For the fruit: -250g blackberries, washed -120g granulated sugar – 250g rhubarb, washed and cut into small strips, about 5cm long – 75g granulated sugar

 

  1. Place the blackberries in a small pan with 120g sugar. Bring to the boil and then simmer until the blackberries have broken down and become stewed fruit.
  2. Preheat the oven to 160C. On a baking tray, spread the cut rhubarb out and sprinkle 75g of sugar over the top generously. Put the tray in the oven and bake for about 20 minutes until the rhubarb is just starting to become tender. Remove the tray from the oven and put it to one side.

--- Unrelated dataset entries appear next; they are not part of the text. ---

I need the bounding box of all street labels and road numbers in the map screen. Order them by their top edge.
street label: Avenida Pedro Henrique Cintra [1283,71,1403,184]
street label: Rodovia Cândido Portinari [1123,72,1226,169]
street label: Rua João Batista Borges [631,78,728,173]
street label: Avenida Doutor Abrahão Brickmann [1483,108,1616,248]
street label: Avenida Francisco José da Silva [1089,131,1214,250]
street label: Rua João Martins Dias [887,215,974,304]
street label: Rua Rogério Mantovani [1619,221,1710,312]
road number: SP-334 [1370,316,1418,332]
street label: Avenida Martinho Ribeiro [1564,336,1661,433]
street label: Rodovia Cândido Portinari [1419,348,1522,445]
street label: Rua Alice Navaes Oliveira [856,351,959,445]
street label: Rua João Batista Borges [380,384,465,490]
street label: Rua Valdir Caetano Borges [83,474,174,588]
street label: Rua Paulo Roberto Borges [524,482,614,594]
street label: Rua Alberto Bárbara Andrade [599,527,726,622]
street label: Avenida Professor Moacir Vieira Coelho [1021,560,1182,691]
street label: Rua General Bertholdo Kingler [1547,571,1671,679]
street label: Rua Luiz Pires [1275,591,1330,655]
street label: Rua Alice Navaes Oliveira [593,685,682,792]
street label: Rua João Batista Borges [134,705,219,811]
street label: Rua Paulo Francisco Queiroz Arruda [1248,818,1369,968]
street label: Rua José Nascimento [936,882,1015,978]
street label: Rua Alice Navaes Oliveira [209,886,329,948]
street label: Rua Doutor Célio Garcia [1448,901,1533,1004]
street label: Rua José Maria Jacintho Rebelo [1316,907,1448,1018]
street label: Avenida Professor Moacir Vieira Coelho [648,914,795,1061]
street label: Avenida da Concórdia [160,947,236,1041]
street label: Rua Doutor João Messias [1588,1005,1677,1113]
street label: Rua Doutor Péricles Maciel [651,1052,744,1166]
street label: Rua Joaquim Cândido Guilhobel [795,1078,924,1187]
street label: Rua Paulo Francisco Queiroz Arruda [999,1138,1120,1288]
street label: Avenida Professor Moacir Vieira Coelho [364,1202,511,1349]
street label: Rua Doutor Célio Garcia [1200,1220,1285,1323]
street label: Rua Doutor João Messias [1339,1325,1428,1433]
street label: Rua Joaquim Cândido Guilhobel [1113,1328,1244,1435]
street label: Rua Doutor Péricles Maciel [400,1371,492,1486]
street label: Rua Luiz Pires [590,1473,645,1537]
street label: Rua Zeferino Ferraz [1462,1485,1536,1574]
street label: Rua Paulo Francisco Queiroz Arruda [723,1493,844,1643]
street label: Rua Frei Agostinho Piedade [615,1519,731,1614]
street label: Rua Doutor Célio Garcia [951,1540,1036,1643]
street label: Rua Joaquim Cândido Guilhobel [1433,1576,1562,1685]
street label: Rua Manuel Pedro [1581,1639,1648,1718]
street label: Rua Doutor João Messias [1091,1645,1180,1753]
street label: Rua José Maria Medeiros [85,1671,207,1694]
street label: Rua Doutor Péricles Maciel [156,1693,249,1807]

  3. Prepare the topping: In a large bowl, mix the flour, butter and sugar with your fingertips until it has a breadcrumb consistency. If the mixture is too dry, add a little more butter and a dash of sugar. Likewise, if it is too wet, add a little more flour and sugar to the mixture.
  4. Scrape the rhubarb into a oven-proof dish, followed by the blackberries. Scatter the crumble topping over the fruit, spreading it evenly and thickly.
  5. Bake the crumble in the oven for about 1 hour or until the top is golden brown and the fruit is bubbling. Serve warm.